Go to the folder workflow_tutorial and execute the script by typing:

$ADFBIN/plams workflow.py

The calculation will take about a minute and should yield

Step 1: optimize molecules and calculate excitations with DFTB
[13:34:33] JOB DFTB_AlF3 STARTED
...
[13:34:41] JOB DFTB_CSCl2 SUCCESSFUL
Found a molecule with a promising excitation: S2Cl2
Number of promising molecules: 2
Step 2: Geometry optimizations with ADF
[13:34:41] JOB GO_CSCl2 STARTED
...
[13:34:53] JOB GO_S2Cl2 SUCCESSFUL
Step 3: Calculate the excitations with ADF
[13:34:53] JOB EXC_CSCl2 STARTED
...
[13:35:18] JOB EXC_S2Cl2 SUCCESSFUL
Found a molecule with a good excitation: S2Cl2
Excitations (energy [eV], oscillator strength):
     3.434510   0.01157421
     3.555938   0.00112001
     3.561667   0.01508418

In this simple example the large database of molecules consists of 5 systems. 2 of the 5 molecules pass the TD-DFTB screening step (Step 1), and eventually only one molecule, S2Cl2, has electronic excitations satisfying our condition of an excitation energy smaller than 4 eV with a significant corresponding oscillator strength.

Settings library

The Settings objects specifying the input option for the computational engines are defined in my_settings.py.
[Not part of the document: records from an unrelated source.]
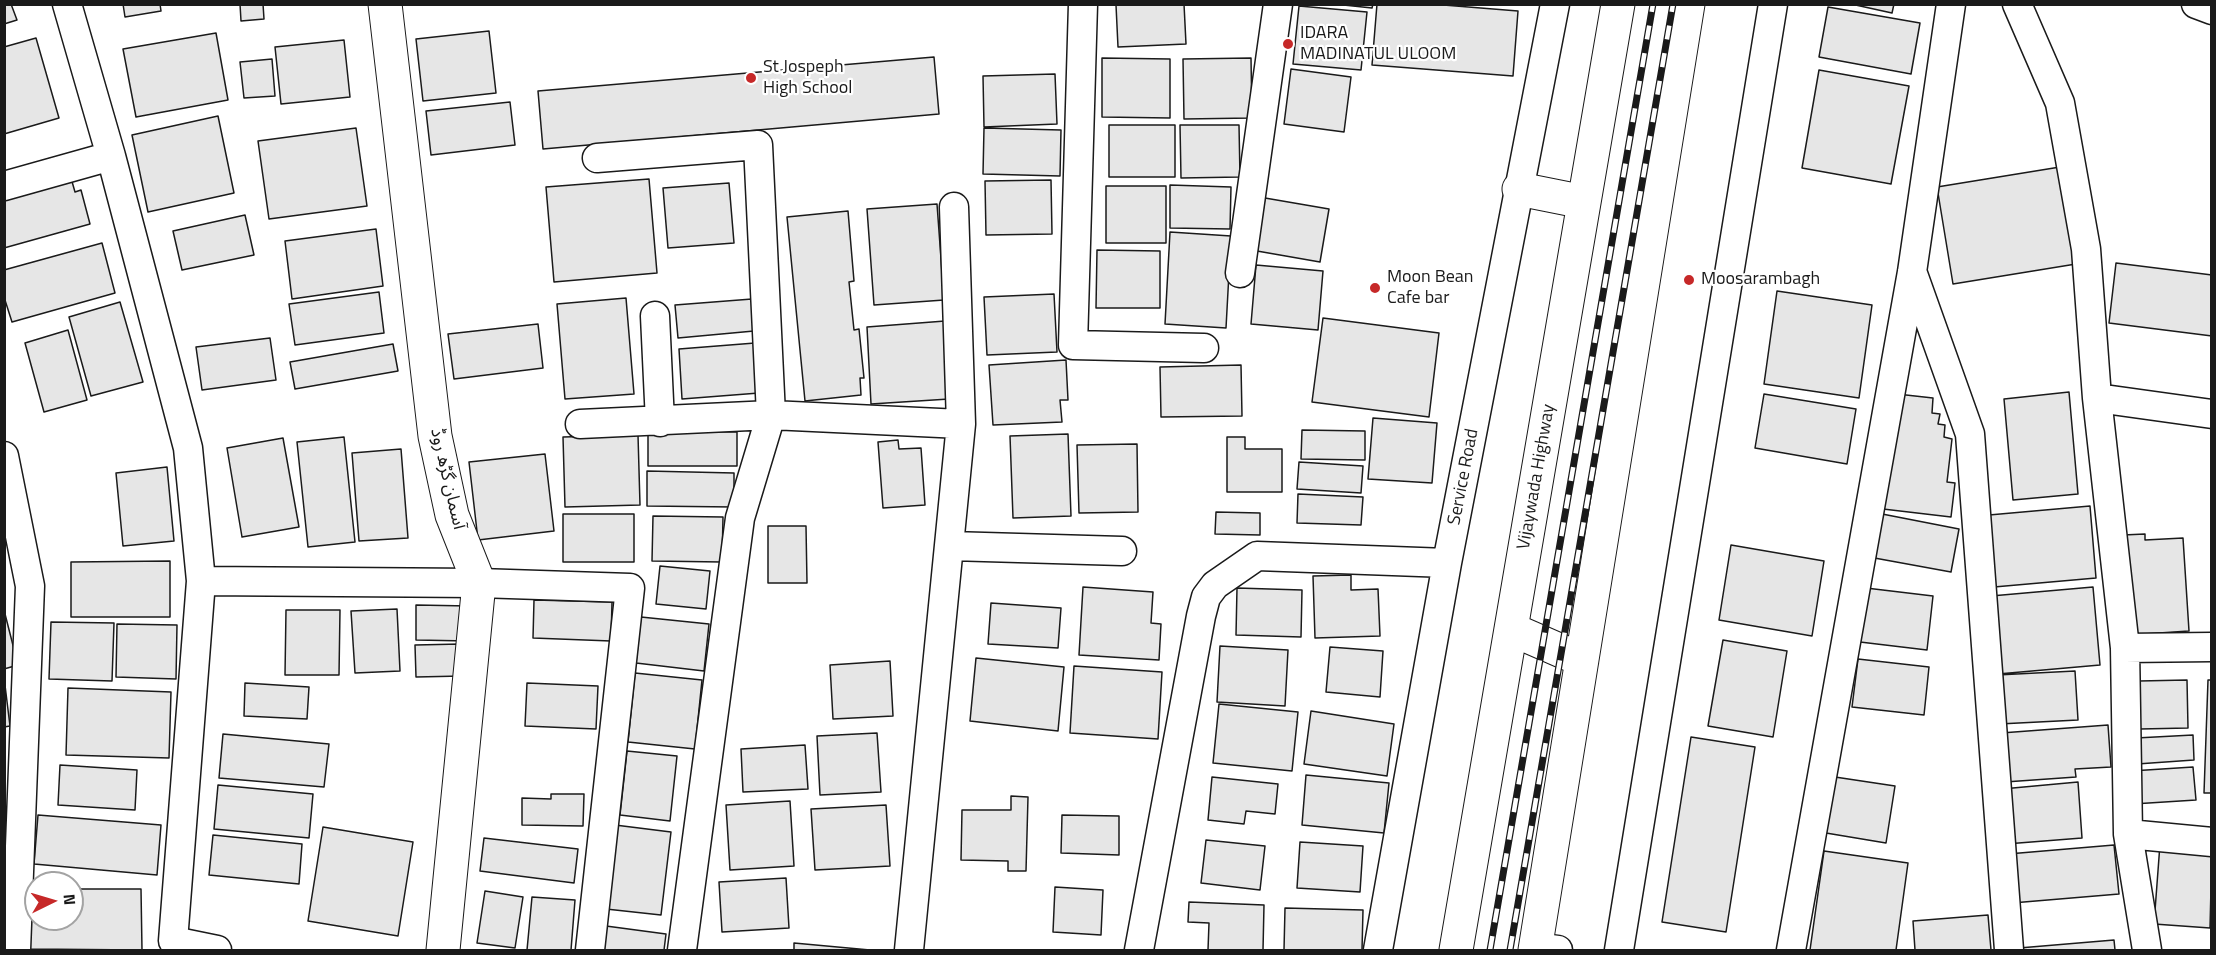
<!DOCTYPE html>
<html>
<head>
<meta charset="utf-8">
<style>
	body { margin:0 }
	#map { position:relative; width:2216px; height:955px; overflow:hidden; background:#fff; font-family:"Titillium Web",sans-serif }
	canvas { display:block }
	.frame { position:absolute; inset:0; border:6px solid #1a1a1a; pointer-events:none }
	.north { position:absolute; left:24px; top:871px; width:60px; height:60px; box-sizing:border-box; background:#fff; border:2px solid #a3a3a3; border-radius:50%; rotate:85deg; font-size:16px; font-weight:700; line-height:24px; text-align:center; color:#1a1a1a }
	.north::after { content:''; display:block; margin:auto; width:21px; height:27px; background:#c62828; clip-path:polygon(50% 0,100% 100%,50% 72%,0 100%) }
</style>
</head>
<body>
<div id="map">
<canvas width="2216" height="955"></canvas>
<div class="frame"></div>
<div class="north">N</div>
</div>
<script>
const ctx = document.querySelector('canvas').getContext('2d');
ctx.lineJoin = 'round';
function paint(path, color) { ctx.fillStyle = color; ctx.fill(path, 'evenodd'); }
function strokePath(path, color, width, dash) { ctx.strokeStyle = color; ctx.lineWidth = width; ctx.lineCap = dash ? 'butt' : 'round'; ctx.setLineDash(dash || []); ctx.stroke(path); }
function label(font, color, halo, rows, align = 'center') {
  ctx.font = font + ' "Titillium Web","Noto Sans Arabic",sans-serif'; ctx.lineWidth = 4.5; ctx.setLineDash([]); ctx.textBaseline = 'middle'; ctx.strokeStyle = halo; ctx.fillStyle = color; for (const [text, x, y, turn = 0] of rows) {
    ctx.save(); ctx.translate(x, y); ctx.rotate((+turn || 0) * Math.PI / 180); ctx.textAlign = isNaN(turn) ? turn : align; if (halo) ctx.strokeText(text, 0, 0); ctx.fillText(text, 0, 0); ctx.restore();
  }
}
const building = new Path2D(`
	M4 4H11L17 20 4 24Z
	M123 4H160L161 11 125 17Z
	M240 4H263L264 19 241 21Z
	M1184 4 1186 44 1118 47 1116 5Z
	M1334 4H1373L1372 8Z
	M1377 4H1431L1518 11 1513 76 1372 65Z
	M1851 4H1894L1892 13Z
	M1299 6 1367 12 1361 70 1293 64Z
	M1828 7 1920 23 1911 74 1819 57Z
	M489 31 496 93 423 101 416 39Z
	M216 33 228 100 136 117 123 49Z
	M36 38 59 118 4 134V47Z
	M344 40 350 97 281 104 275 47Z
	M934 57 939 114 543 149 538 91Z
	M1102 58 1170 59V118L1102 117Z
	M1251 58 1252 118 1184 119 1183 59Z
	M272 59 275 96 244 98 240 62Z
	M1291 69 1351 77 1344 132 1284 124Z
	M1819 70 1909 86 1891 184 1802 168Z
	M1055 74 1057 124 984 127 983 76Z
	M510 102 515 145 431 155 426 111Z
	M218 116 234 193 148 212 132 135Z
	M1109 125H1175V177H1109Z
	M1180 125H1239L1240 177 1181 178Z
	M356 128 367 206 269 219 258 141Z
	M984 128 1061 130 1060 176 983 174Z
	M2060 167 2076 264 1953 284 1937 187Z
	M71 178 75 192 81 190 90 224 4 248V196Z
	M649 179 657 273 554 282 546 187Z
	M1051 180 1052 234 986 235 985 181Z
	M729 183 734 243 668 248 663 188Z
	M1170 185 1231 187 1230 229 1170 228Z
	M1106 186H1166V243H1106Z
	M1265 198 1329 209 1320 262 1257 251Z
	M937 204 944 300 874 305 867 209Z
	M848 211 854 281 849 282 854 330 859 329 864 378H860L861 395 805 401 787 217Z
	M245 215 254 255 182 270 173 231Z
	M376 229 383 286 292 299 285 241Z
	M1170 232 1231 236 1226 328 1165 324Z
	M102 243 115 293 12 322 4 297V270Z
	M1097 250 1160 251V308H1096Z
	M2116 263 2212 275V336L2109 323Z
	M1256 265 1323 271 1318 330 1251 324Z
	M1777 291 1872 305 1859 398 1764 384Z
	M379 292 384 333 295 345 289 304Z
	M1054 294 1057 352 987 355 984 297Z
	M626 298 634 394 565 399 557 304Z
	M752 299 754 331 678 338 675 305Z
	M120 302 143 382 91 396 69 317Z
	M1323 318 1439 333 1429 417 1312 402Z
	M945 321 949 399 871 404 867 327Z
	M538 324 543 368 454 379 448 334Z
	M68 330 87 400 44 412 25 343Z
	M270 338 276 380 202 390 196 347Z
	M755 343 759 393 682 399 679 349Z
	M393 344 398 371 295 389 290 362Z
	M1066 360 1068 400H1060L1062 422 993 425 989 365Z
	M1241 365 1242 416 1161 417 1160 367Z
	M2069 392 2078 494 2013 500 2004 399Z
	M1764 394 1856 409 1847 464 1755 448Z
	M1897 394 1933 398 1932 413 1940 414 1938 424 1945 425 1944 437 1952 439 1947 482 1955 483 1951 517 1883 509Z
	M1373 418 1437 423 1432 483 1368 479Z
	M1302 430 1365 431V460L1301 459Z
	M648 431 737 432V466H648Z
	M1068 434 1071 516 1013 518 1010 436Z
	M638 435 640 505 565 507 563 437Z
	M344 437 355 542 308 547 297 442Z
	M1227 437H1245V449H1282V492H1227Z
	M283 438 299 527 242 537 227 448Z
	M898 440 899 449 921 448 925 505 883 508 878 442Z
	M1137 444 1138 512 1079 513 1077 445Z
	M401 449 408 538 359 541 352 453Z
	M545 454 554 531 478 540 469 462Z
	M1299 462 1363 466 1361 493 1297 489Z
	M167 467 174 541 123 546 116 473Z
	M647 471 734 473V507L647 506Z
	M1298 494 1363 497 1361 525 1297 523Z
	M2090 506 2096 578 1994 587 1989 515Z
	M1216 512 1260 513V535L1215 534Z
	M1877 513 1959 529 1951 572 1869 557Z
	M563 514H634V562H563Z
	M653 516 723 517 722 562 652 561Z
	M768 526H806L807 583H768Z
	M2145 534V540L2183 538 2189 631 2129 635 2123 535Z
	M1731 545 1824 561 1812 636 1719 620Z
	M170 561V617H71V562Z
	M660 566 710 571 706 609 656 604Z
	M1351 575V590L1378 589 1380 636 1315 638 1313 576Z
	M1083 587 1153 592 1151 623 1161 624 1159 660 1079 655Z
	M2093 587 2100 665 1998 674 1991 596Z
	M1237 588 1302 590 1301 637 1236 635Z
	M1866 588 1933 596 1927 650 1860 642Z
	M534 600 612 602 611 641 533 638Z
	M991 603 1061 608 1058 648 988 644Z
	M416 605 469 606 468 641 416 640Z
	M397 609 400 671 355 673 351 611Z
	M4 610 18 665 4 669Z
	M286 610H340L339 675H285Z
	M641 617 709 624 704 671 636 663Z
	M51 622 114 623 112 681 49 679Z
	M117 624 177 625 176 679 116 677Z
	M1723 640 1787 651 1773 737 1708 726Z
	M461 644 462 676 416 677 415 645Z
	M1220 646 1288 650 1285 706 1217 702Z
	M1330 647 1383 651 1380 697 1326 692Z
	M976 658 1064 667 1058 731 970 721Z
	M1858 659 1929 667 1924 715 1852 707Z
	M890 661 893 716 833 719 830 665Z
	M1074 666 1162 672 1158 739 1070 733Z
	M2075 671 2078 720 1999 724 1997 675Z
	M635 673 702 680 695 749 628 742Z
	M4 677 10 726 4 727Z
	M2187 680 2188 728 2140 729 2139 681Z
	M2208 680H2212V793H2204Z
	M245 683 309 687 307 719 244 716Z
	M527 683 598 686 596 729 525 726Z
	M68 688 171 692 169 758 66 755Z
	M1219 704 1298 712 1292 771 1213 763Z
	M1311 711 1394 724 1387 776 1304 764Z
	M2108 725 2111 767 2075 769 2076 777 2005 782 2001 733Z
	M877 733 881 792 820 795 817 736Z
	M223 734 329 744 324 787 219 778Z
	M2193 735 2194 760 2137 764 2136 738Z
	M1691 737 1755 747 1726 932 1662 922Z
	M805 745 808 789 743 792 741 749Z
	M627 751 677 756 670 821 620 815Z
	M60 765 137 770 135 810 58 805Z
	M2193 767 2196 800 2133 804 2131 771Z
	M1306 775 1389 783 1384 833 1302 825Z
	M1212 777 1278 784 1275 814 1246 811 1244 824 1208 820Z
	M1835 777 1895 786 1886 843 1826 833Z
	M2078 782 2082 838 2006 844 2002 789Z
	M218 785 313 794 309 838 214 829Z
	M551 794H584L583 826 522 825V798L551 799Z
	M1011 796 1028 797 1026 871H1008V861L961 860 962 810H1011Z
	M790 801 794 866 730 870 726 805Z
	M886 805 890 866 815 870 811 809Z
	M38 815 161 825 157 875 34 864Z
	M1062 815 1119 816V855L1061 853Z
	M615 825 671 832 661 915 606 909Z
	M323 827 413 842 398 936 308 921Z
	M213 835 302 844 299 884 209 875Z
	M484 838 578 849 574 883 480 871Z
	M1206 840 1265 846 1260 890 1201 883Z
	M1300 842 1363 846 1360 892 1297 888Z
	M2160 844 2212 848 2210 928 2154 924Z
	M2114 845 2119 894 2012 903 2008 854Z
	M1824 851 1908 863 1896 950H1810Z
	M786 878 789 928 722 932 719 882Z
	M1055 887 1103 890 1101 935 1053 932Z
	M27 889H36V919H72V889H141L142 950 28 949Z
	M485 891 523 897 515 948 477 943Z
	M532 897 575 900 571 950H527Z
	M1189 902 1264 905 1263 950H1208L1209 923 1188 922Z
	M1285 908 1363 910 1362 950H1284Z
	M1988 915 1991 950H1915L1913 921Z
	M606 926 666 934 664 950H603Z
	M2114 940 2115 950H2019V948Z
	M794 943 870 950H794Z`);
paint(building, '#e6e6e6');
strokePath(building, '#1a1a1a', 1.5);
const street = new Path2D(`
	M67 4 111 156 188 448 201 581 173 941 217 950
	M1083 4 1073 345 1204 348
	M2017 4 2060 103 2086 249 2097 398 2125 648 2128 834 2147 950
	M2196 4 2212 10
	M597 158 758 145 771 415 740 518 682 950
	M4 186 111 156
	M1240 273 1278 4
	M1913 274 1970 434 2009 950
	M655 316 660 422
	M2097 398 2212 414
	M580 424 771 415 961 424
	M4 456 30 586 16 950
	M950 546 1122 551
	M201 581 479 583 630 588 590 950
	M2125 648 2212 647
	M2128 834 2212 842
	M1535 947 1558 950
	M909 950 961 424 954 207
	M1139 950 1201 616 1206 597 1215 585 1257 556 1447 563
	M1378 950 1447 563 1555 4
	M1619 950 1773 4
	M1791 950 1912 272 1951 4`);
const secondary = new Path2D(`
	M385 4 435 436 452 515 479 583 443 950`);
const highway = new Path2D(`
	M1519 189 1584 202
	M1511 629 1582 660
	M1456 950 1618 4
	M1535 950 1688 4`);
strokePath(street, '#1a1a1a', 31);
strokePath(secondary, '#1a1a1a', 35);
strokePath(highway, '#1a1a1a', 35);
strokePath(street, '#fff', 28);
strokePath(secondary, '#fff', 33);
strokePath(highway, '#fff', 33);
const rail = new Path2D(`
	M1490 950 1653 4
	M1510 950 1673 4`);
strokePath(rail, '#1a1a1a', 7);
strokePath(rail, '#fff', 4.5, [14]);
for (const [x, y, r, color] of [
	[1288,44,6,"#c62828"],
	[751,78,6,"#c62828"],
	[1689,280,6,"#c62828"],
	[1375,288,6,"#c62828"]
]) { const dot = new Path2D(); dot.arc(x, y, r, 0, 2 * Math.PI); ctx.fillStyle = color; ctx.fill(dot); strokePath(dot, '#fff', 2); }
label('18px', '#1a1a1a', '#fff', [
	["IDARA",1300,34],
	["MADINATUL ULOOM",1300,55],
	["St Jospeph",763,68],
	["High School",763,89],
	["Moon Bean",1387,278],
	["Cafe bar",1387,299],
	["Moosarambagh",1701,280]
], 'left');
label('18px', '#1a1a1a', '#fff', [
	["Service Road",1464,477,-79],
	["Vijaywada Highway",1537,477,-80],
	["آسمان گڑھ روڈ",447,479,77]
]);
</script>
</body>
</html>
We encourage you to develop your own library of input options.

# my_settings.py
# Small library of predefined settings

from scm.plams import Settings

# Simple immutable settings:

def dftb_GO_plus_excitations():
  settings = Settings()
  settings.input.AMS.Task = 'GeometryOptimization'
  settings.input.AMS.GeometryOptimization.Convergence.Gradients = 1.0e-5
  settings.input.DFTB.ResourcesDir = 'QUASINANO2015'
  settings.input.DFTB.Properties.Excitations.TDDFTB.calc = 'singlet'
  settings.input.DFTB.Properties.Excitations.TDDFTB.lowest = 10
  settings.input.DFTB.Occupation.Temperature = 5.0
  return settings

# You can improve flexibility by having optional arguments:

def adf_GO(basis='TZP', XC_fun=('GGA','PBE')):
  settings = Settings()
  settings.input.Basis.Type = basis
  settings.input.XC[XC_fun[0]] = XC_fun[1]
  settings.input.NumericalQuality = 'Basic'
  settings.input.Geometry
  settings.input.Geometry.converge = 'grad=1.0e-5'
  return settings

def adf_excitations(basis='TZP', XC_fun=('GGA','PBE'), n_excitations=10):
  settings = Settings()
  settings.input.Basis.Type = basis
  settings.input.XC[XC_fun[0]] = XC_fun[1]
  settings.input.Excitations.lowest = n_excitations
  settings.input.Excitations.OnlySing = ''
  settings.input.NumericalQuality = 'Basic'
  settings.input.Symmetry = 'NoSym'
  return settings

Miscellaneous remarks

  • Before accessing a Results object of a PLAMS’ job you should assert the correct termination of the corresponding job via the ok() method:

    results = job.run()
    
    if results.job.ok():
      r = results.readkf(section_name, variable_name)
    
  • Further details about the usage of decorator functions can be found in the corresponding section of the PLAMS documentation.